Records provided ▸
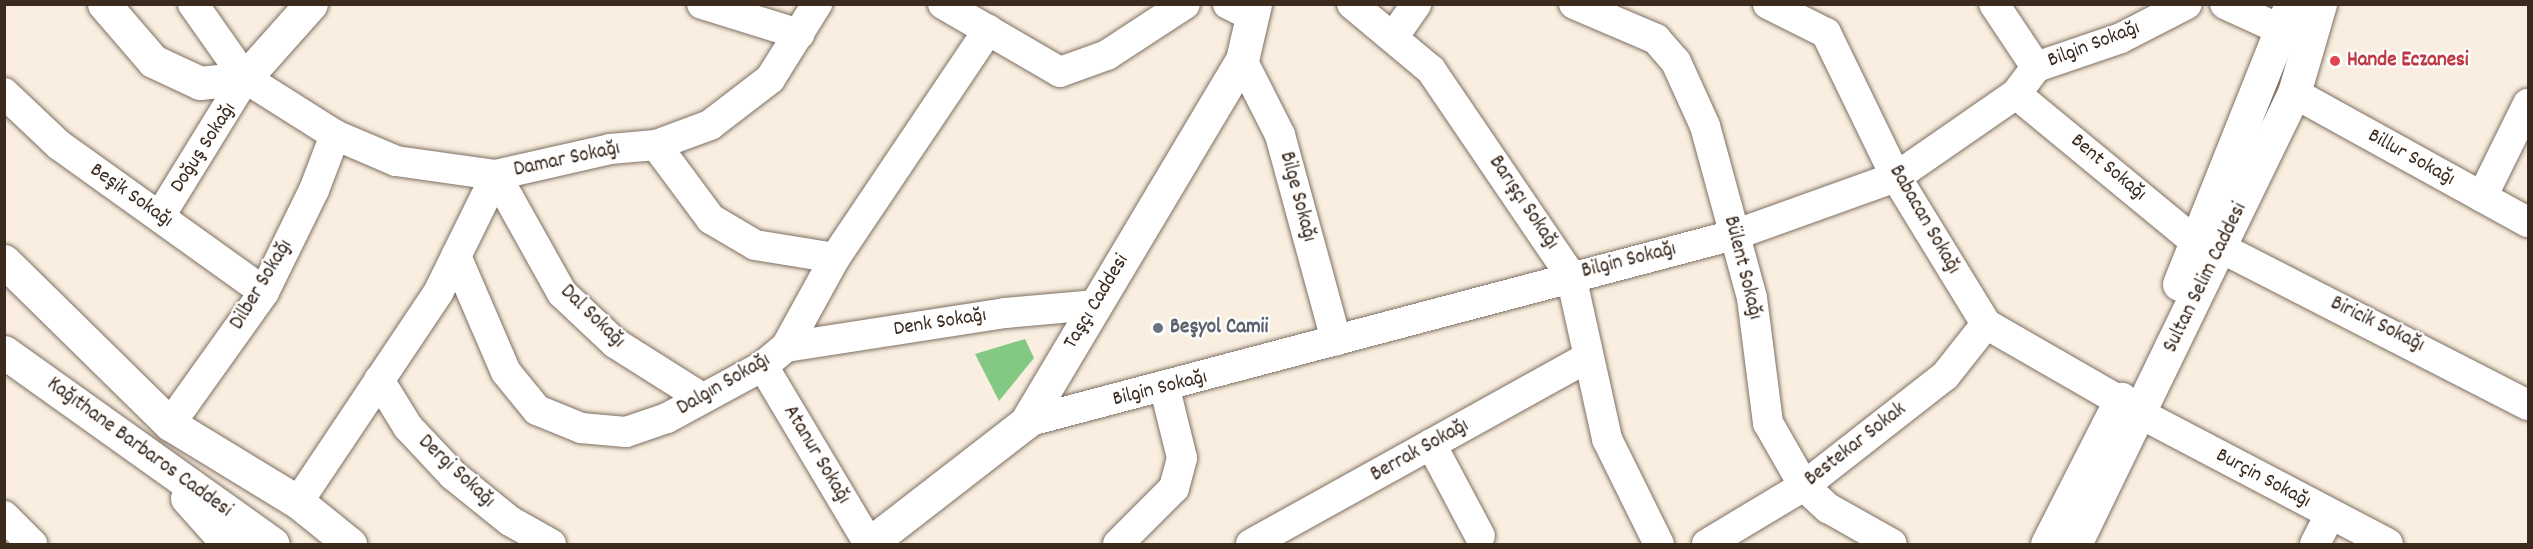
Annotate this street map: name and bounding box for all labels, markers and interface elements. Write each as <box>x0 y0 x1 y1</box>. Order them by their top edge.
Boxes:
street label: Bilgin Sokağı <box>2044 16 2144 74</box>
place label: Hande Eczanesi <box>2347 48 2469 74</box>
marker: Hande Eczanesi <box>2328 54 2342 68</box>
street label: Doğuş Sokağı <box>166 98 242 198</box>
street label: Billur Sokağı <box>2363 124 2459 192</box>
street label: Bent Sokağı <box>2065 129 2151 207</box>
street label: Damar Sokağı <box>512 136 622 184</box>
street label: Bilge Sokağı <box>1273 149 1321 245</box>
street label: Barışçı Sokağı <box>1482 151 1564 255</box>
street label: Beşik Sokağı <box>85 158 177 234</box>
street label: Babacan Sokağı <box>1883 161 1965 279</box>
street label: Sultan Selim Caddesi <box>2159 199 2253 357</box>
street label: Bülent Sokağı <box>1717 214 1767 322</box>
street label: Dilber Sokağı <box>225 235 299 335</box>
street label: Bilgin Sokağı <box>1579 237 1679 285</box>
street label: Taşçı Caddesi <box>1059 250 1135 354</box>
street label: Dal Sokağı <box>554 280 630 354</box>
street label: Biricik Sokağı <box>2326 291 2428 359</box>
street label: Denk Sokağı <box>892 303 988 343</box>
place label: Beşyol Camii <box>1170 315 1268 341</box>
marker: Beşyol Camii <box>1151 321 1165 335</box>
street label: Dalgın Sokağı <box>673 348 775 422</box>
street label: Bilgin Sokağı <box>1110 365 1210 413</box>
street label: Kağıthane Barbaros Caddesi <box>41 372 237 524</box>
street label: Bestekar Sokak <box>1800 398 1912 492</box>
street label: Atanur Sokağı <box>777 401 855 509</box>
street label: Berrak Sokağı <box>1367 414 1473 488</box>
street label: Dergi Sokağı <box>412 430 500 514</box>
street label: Burçin Sokağı <box>2211 444 2315 514</box>

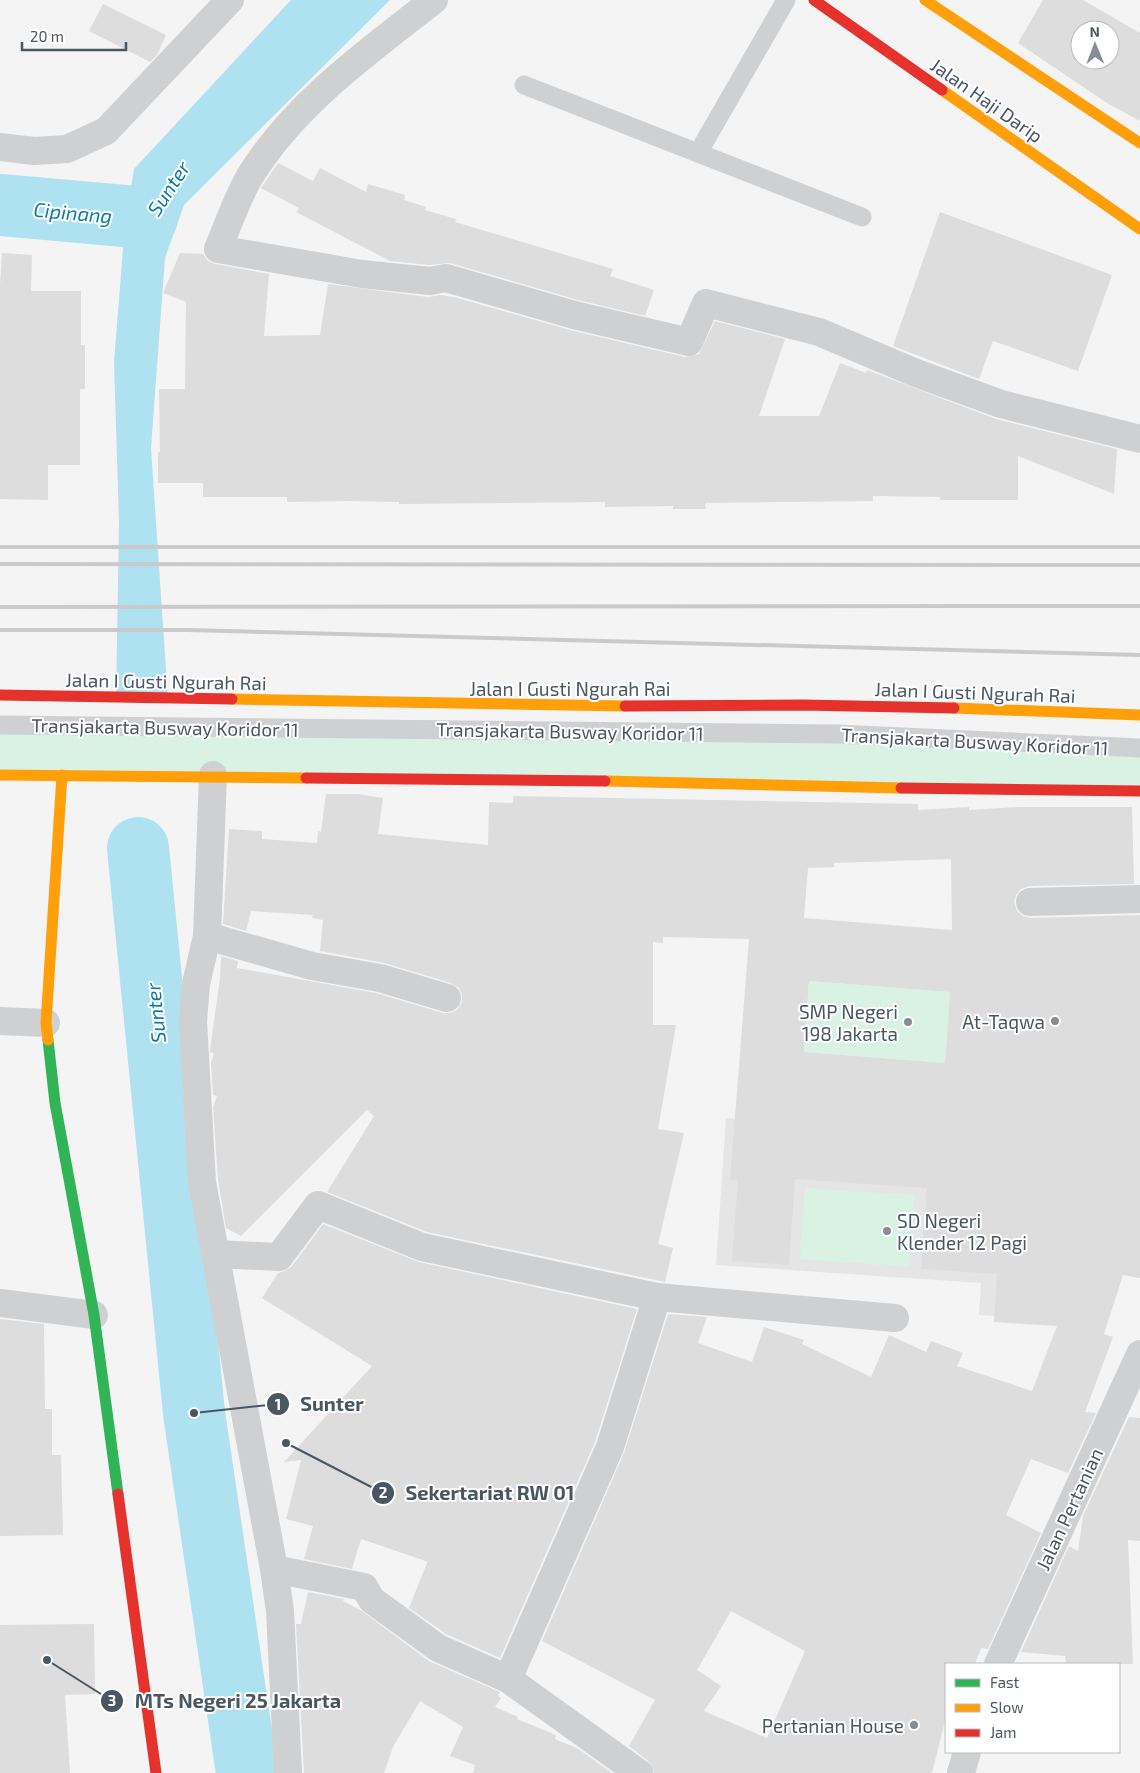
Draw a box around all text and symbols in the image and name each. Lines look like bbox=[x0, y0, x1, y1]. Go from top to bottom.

Problem requirements ▸ Please state how many lines of the entries above include the string "each", giving the number and nothing more.

Result for this task ▸ 2